• Exercise:
Going line by line through the listing below, count those with the string "path" and answer with the number alone.

• Data extract:
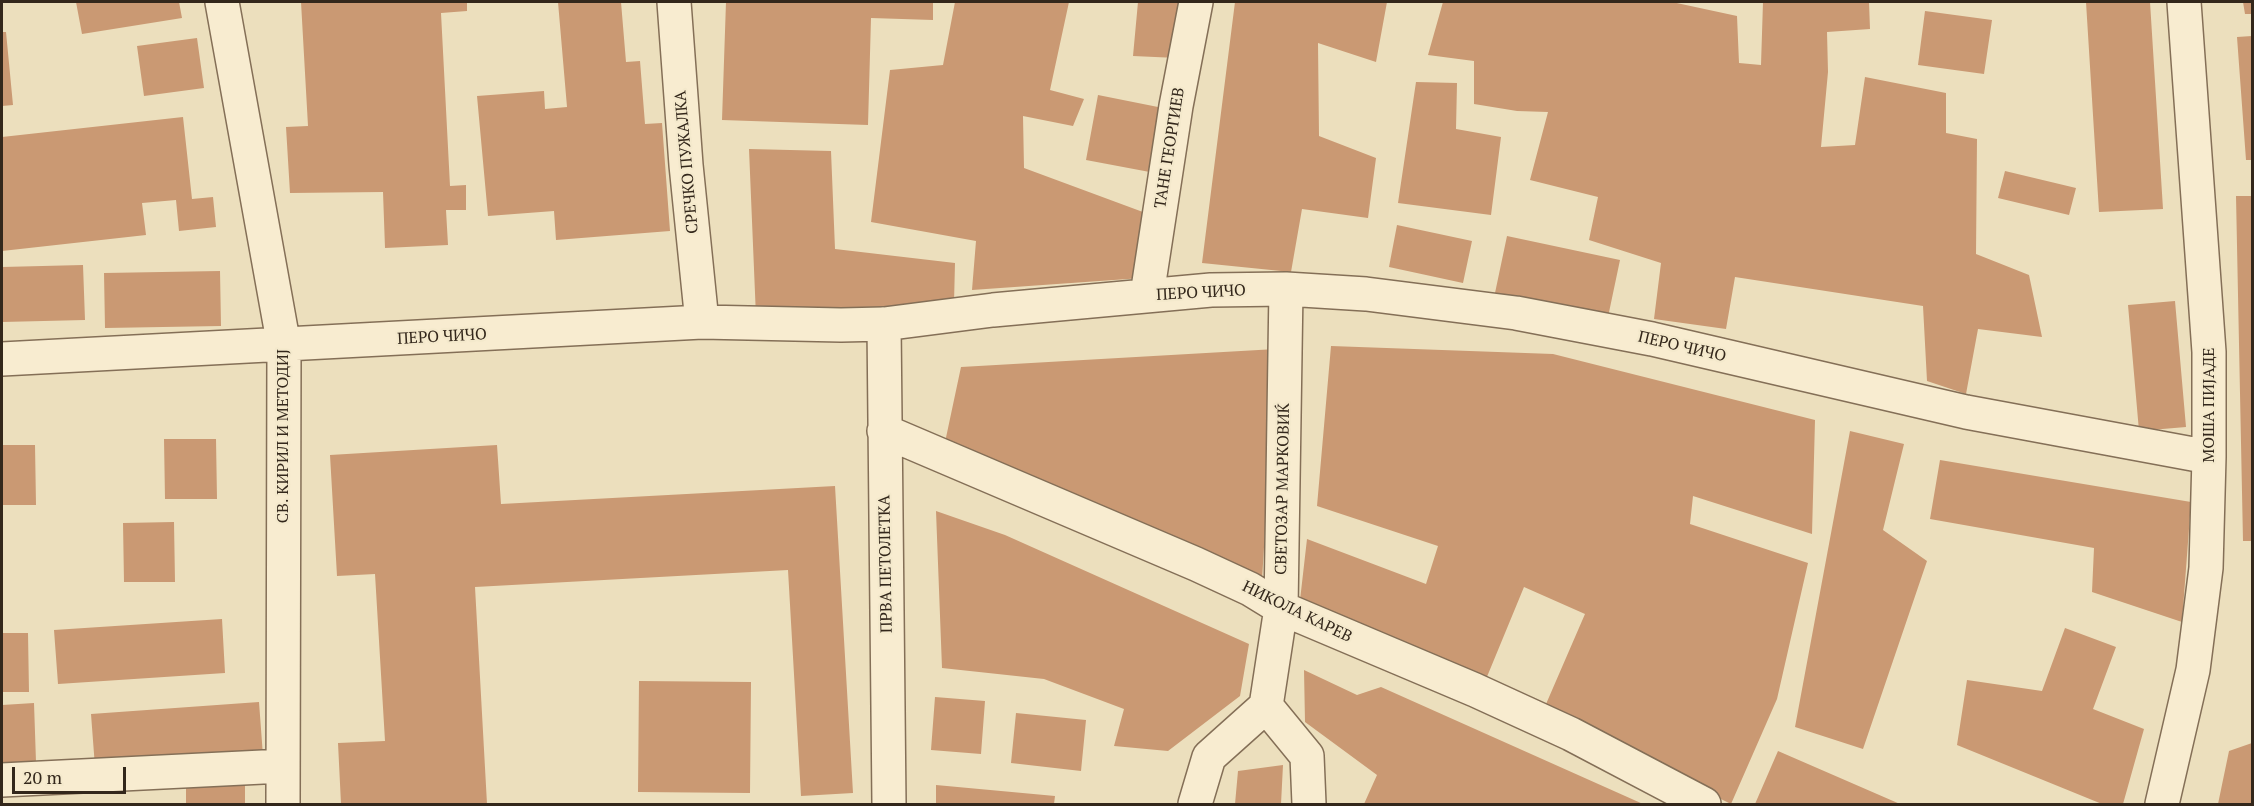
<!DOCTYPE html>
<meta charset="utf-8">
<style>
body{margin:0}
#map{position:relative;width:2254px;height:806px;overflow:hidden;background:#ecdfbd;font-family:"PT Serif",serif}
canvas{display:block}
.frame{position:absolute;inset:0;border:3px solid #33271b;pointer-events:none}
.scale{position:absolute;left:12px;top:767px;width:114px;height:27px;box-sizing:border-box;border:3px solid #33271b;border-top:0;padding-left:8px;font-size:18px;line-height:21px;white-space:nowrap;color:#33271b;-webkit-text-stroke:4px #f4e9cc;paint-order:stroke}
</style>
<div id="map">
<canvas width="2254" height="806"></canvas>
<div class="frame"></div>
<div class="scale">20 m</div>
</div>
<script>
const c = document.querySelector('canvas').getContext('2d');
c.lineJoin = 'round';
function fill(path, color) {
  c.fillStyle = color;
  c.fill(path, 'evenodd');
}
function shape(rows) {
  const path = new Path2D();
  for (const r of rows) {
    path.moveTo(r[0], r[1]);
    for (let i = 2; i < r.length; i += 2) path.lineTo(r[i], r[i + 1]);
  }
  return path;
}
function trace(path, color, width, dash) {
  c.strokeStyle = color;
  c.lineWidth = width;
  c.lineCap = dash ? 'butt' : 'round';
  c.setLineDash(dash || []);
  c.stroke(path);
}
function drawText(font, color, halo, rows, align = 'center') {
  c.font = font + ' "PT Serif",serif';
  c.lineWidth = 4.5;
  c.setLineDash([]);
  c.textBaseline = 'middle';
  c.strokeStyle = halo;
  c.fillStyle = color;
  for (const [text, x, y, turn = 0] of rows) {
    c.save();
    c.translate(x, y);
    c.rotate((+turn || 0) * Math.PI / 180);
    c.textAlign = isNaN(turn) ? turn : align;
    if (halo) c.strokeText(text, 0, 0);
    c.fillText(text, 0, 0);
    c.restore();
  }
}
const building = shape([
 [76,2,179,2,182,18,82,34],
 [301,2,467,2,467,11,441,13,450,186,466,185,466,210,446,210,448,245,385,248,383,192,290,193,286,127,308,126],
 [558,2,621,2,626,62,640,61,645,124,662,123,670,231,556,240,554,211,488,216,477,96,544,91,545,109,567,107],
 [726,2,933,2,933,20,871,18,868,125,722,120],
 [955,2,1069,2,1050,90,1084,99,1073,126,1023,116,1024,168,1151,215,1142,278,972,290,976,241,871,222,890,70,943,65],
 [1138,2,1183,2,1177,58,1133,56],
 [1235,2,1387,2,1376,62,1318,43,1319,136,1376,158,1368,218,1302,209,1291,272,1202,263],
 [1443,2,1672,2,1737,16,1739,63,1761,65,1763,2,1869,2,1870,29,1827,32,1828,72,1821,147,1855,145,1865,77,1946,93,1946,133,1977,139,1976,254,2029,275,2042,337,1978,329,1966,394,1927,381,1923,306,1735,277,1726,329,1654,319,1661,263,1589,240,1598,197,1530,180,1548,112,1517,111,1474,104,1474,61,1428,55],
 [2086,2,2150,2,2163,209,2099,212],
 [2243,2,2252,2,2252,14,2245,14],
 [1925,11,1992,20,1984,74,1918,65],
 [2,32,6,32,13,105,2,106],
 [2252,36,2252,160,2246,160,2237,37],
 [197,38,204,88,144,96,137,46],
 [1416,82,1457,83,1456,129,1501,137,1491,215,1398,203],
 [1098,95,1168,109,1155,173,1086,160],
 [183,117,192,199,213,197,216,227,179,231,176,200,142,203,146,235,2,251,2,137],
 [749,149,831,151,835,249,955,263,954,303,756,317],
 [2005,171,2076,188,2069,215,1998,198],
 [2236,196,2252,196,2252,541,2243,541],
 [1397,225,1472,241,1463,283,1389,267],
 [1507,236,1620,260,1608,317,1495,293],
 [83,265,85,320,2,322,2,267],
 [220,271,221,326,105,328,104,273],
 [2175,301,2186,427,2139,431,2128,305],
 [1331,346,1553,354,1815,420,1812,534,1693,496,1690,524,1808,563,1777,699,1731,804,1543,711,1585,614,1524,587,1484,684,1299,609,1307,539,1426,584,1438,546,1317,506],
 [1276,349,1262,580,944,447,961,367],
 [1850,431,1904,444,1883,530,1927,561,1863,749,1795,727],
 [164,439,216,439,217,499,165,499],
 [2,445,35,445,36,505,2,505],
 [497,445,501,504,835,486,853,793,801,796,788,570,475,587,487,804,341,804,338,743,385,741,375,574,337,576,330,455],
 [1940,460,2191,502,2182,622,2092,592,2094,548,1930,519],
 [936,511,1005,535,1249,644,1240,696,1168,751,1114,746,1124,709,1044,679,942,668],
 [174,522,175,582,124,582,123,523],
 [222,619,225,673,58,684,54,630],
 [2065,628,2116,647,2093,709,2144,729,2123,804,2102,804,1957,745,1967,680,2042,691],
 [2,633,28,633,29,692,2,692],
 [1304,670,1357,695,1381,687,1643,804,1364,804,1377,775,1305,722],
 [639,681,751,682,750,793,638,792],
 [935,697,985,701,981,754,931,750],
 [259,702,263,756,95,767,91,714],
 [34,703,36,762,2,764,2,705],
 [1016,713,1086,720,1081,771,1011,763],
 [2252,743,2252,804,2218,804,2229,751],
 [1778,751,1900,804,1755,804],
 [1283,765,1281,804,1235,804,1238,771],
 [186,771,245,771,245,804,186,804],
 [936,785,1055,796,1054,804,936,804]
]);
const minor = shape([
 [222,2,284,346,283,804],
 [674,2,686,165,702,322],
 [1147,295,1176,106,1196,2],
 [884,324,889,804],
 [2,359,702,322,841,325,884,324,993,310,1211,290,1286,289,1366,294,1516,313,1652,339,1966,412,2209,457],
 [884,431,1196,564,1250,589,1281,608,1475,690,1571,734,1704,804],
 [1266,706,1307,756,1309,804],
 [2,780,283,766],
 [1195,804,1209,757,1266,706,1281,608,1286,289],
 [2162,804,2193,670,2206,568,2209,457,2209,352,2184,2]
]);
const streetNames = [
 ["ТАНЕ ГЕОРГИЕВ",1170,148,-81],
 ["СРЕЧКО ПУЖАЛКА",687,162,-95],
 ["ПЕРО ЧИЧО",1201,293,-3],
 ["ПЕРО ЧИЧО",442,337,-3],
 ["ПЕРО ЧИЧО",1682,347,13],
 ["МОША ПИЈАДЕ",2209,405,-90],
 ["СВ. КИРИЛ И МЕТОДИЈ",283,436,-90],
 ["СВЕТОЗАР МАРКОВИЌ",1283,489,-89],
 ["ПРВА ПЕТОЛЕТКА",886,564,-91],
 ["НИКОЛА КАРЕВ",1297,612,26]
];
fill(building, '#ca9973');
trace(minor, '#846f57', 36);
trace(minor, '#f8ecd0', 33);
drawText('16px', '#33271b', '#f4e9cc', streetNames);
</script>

• Result for this exercise:
8